- _Exercise brief_
Reproduce the entries beneath exactly, without their images.
(Beginning of Exercise inputs)
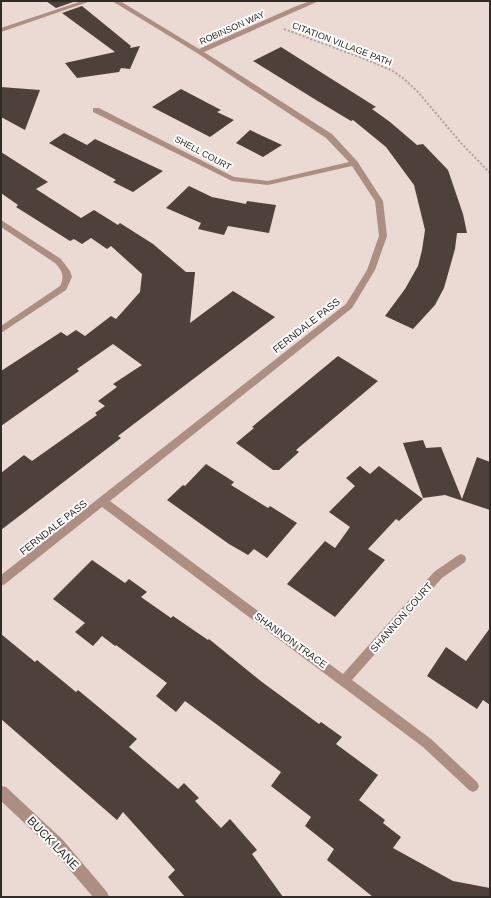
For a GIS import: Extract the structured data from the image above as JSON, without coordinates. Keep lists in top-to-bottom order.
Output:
{
  "streets": {
    "street": [
      "ROBINSON WAY",
      "SHELL COURT",
      "FERNDALE PASS",
      "SHANNON COURT",
      "SHANNON TRACE",
      "BUCK LANE"
    ],
    "path": ["CITATION VILLAGE PATH"]
  },
  "crossings": [
    ["ROBINSON WAY", "CITATION VILLAGE PATH"],
    ["ROBINSON WAY", "FERNDALE PASS"],
    ["SHELL COURT", "FERNDALE PASS"],
    ["FERNDALE PASS", "SHANNON TRACE"],
    ["SHANNON COURT", "SHANNON TRACE"]
  ]
}
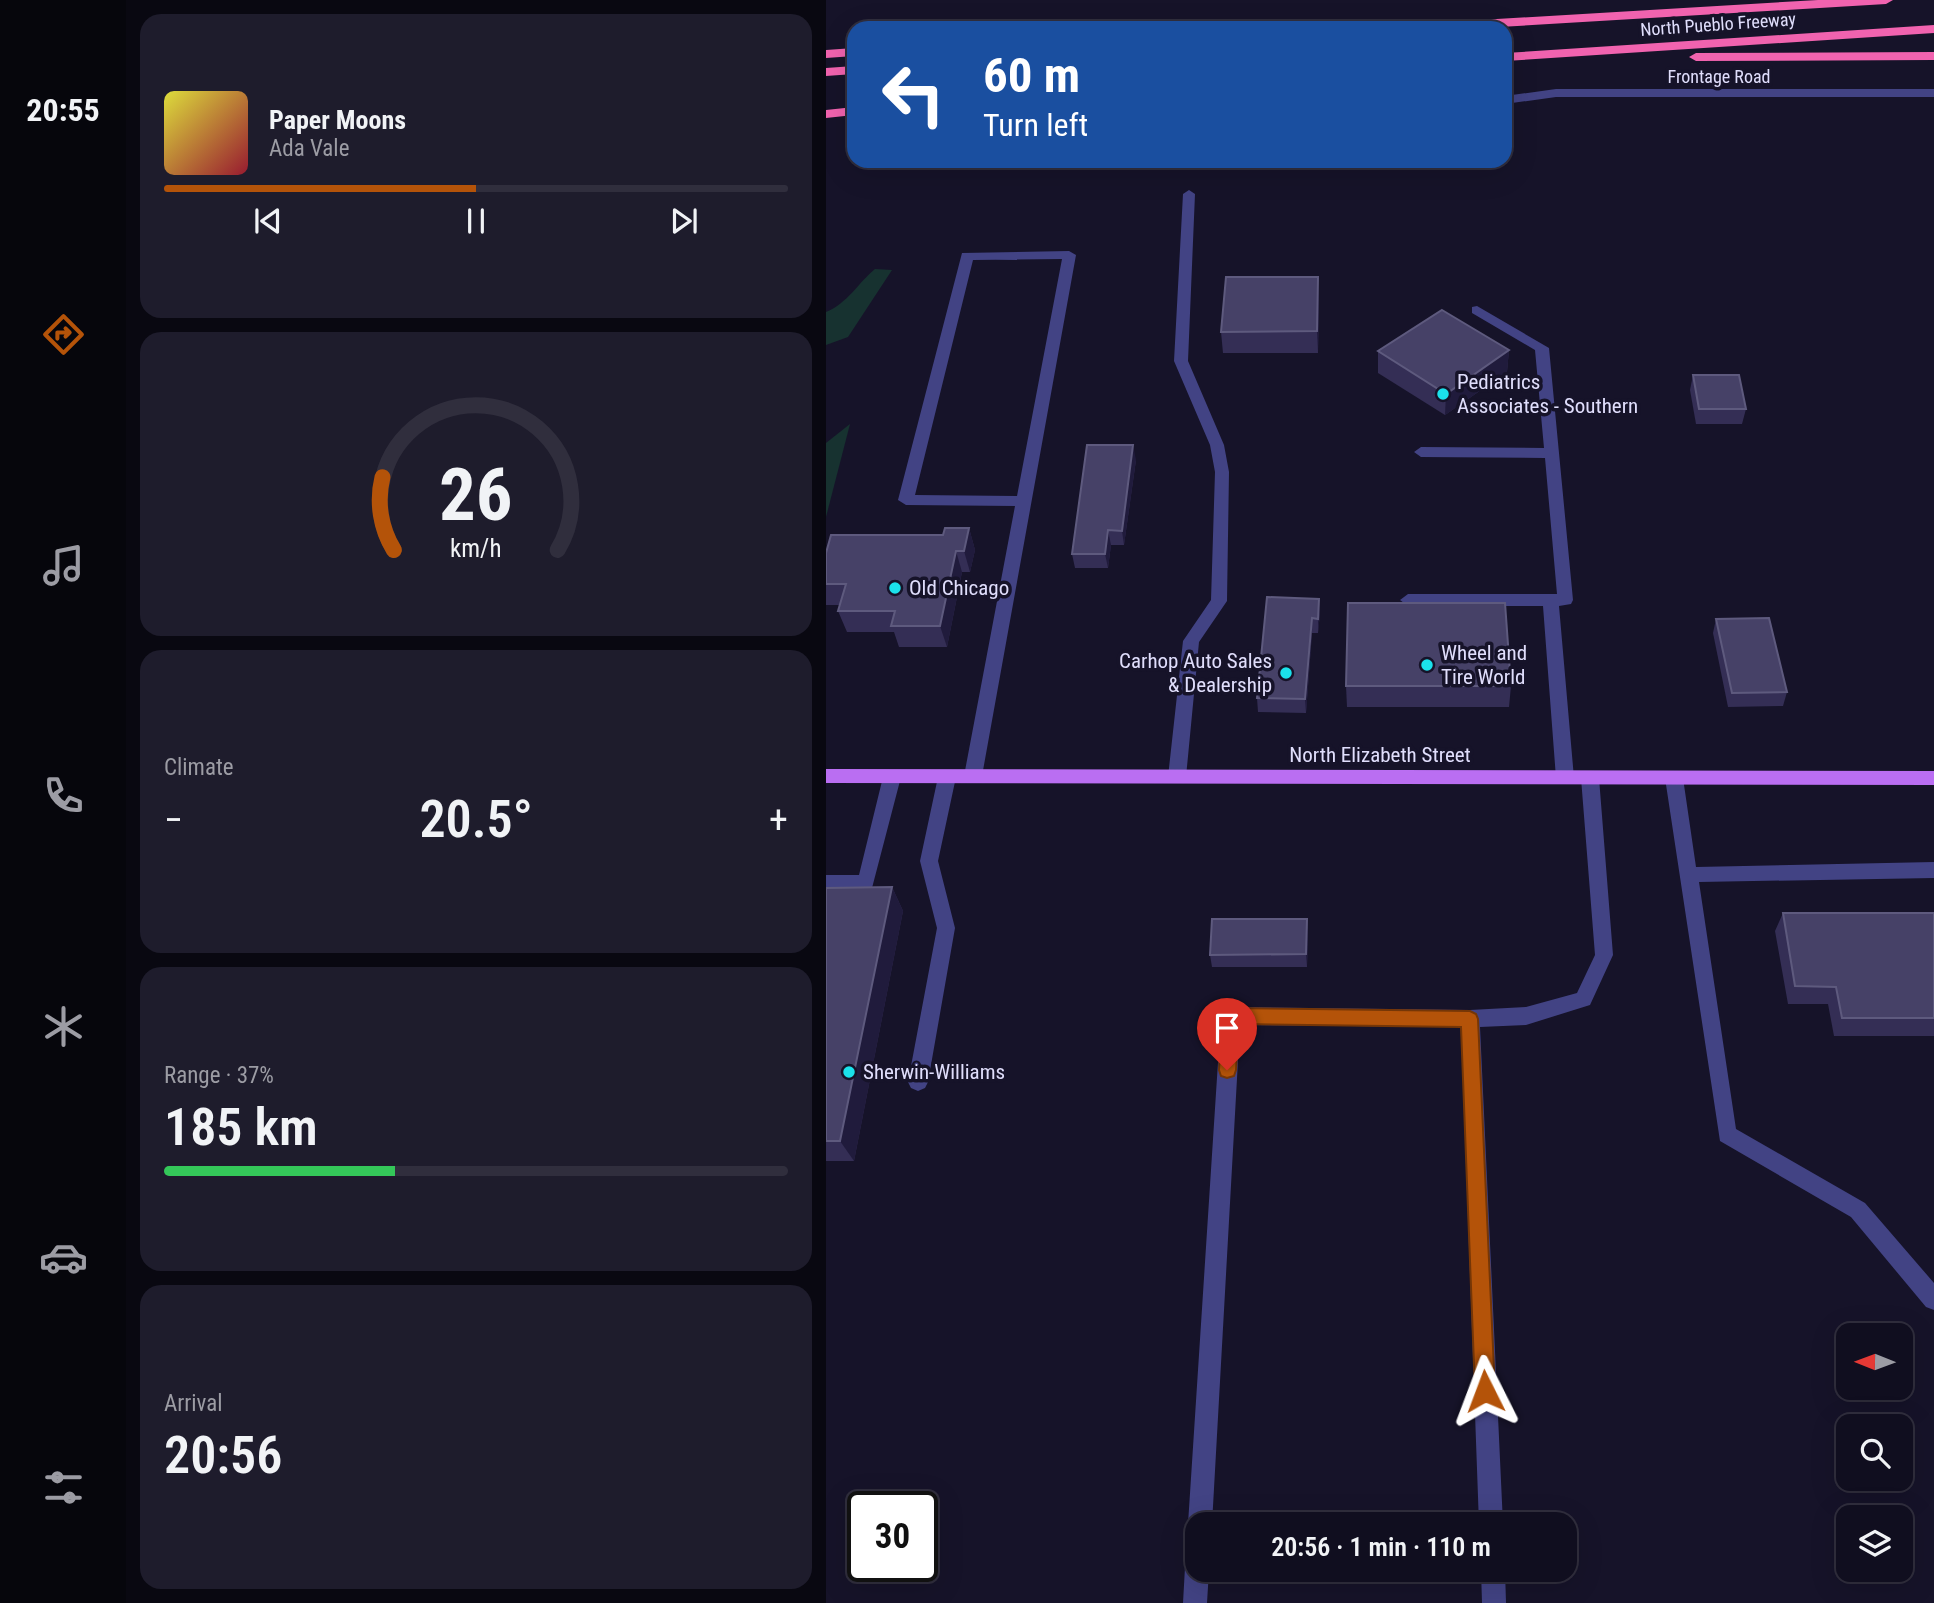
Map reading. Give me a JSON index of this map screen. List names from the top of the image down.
{
  "streets": {
    "highway": ["North Pueblo Freeway"],
    "main road": ["North Elizabeth Street"],
    "street": ["Frontage Road"]
  },
  "places": [
    "Pediatrics Associates - Southern",
    "Old Chicago",
    "Wheel and Tire World",
    "Carhop Auto Sales & Dealership",
    "Sherwin-Williams"
  ],
  "north": "left",
  "page": {
    "tabs": "20:55",
    "turn": ["60 m", "Turn left"],
    "song": ["Paper Moons", "Ada Vale"],
    "tile": [
      "Climate",
      ["Range · 37%", "185 km"],
      ["Arrival", "20:56"]
    ],
    "heat": ["−", "20.5°", "+"],
    "limit": "30",
    "trip": "20:56 · 1 min · 110 m",
    "gauge": ["26", "km/h"]
  }
}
(End of Exercise inputs)
- _Problem solution_
For a GIS import: Extract the structured data from the image above as JSON, without coordinates. Keep lists in top-to-bottom order.
Output:
{
  "streets": {
    "street": [
      "ROBINSON WAY",
      "SHELL COURT",
      "FERNDALE PASS",
      "SHANNON COURT",
      "SHANNON TRACE",
      "BUCK LANE"
    ],
    "path": ["CITATION VILLAGE PATH"]
  },
  "crossings": [
    ["ROBINSON WAY", "CITATION VILLAGE PATH"],
    ["ROBINSON WAY", "FERNDALE PASS"],
    ["SHELL COURT", "FERNDALE PASS"],
    ["FERNDALE PASS", "SHANNON TRACE"],
    ["SHANNON COURT", "SHANNON TRACE"]
  ]
}
Map reading. Give me a JSON index of this map screen. List names from the top of the image down.
{
  "streets": {
    "highway": ["North Pueblo Freeway"],
    "main road": ["North Elizabeth Street"],
    "street": ["Frontage Road"]
  },
  "places": [
    "Pediatrics Associates - Southern",
    "Old Chicago",
    "Wheel and Tire World",
    "Carhop Auto Sales & Dealership",
    "Sherwin-Williams"
  ],
  "north": "left",
  "page": {
    "tabs": "20:55",
    "turn": ["60 m", "Turn left"],
    "song": ["Paper Moons", "Ada Vale"],
    "tile": [
      "Climate",
      ["Range · 37%", "185 km"],
      ["Arrival", "20:56"]
    ],
    "heat": ["−", "20.5°", "+"],
    "limit": "30",
    "trip": "20:56 · 1 min · 110 m",
    "gauge": ["26", "km/h"]
  }
}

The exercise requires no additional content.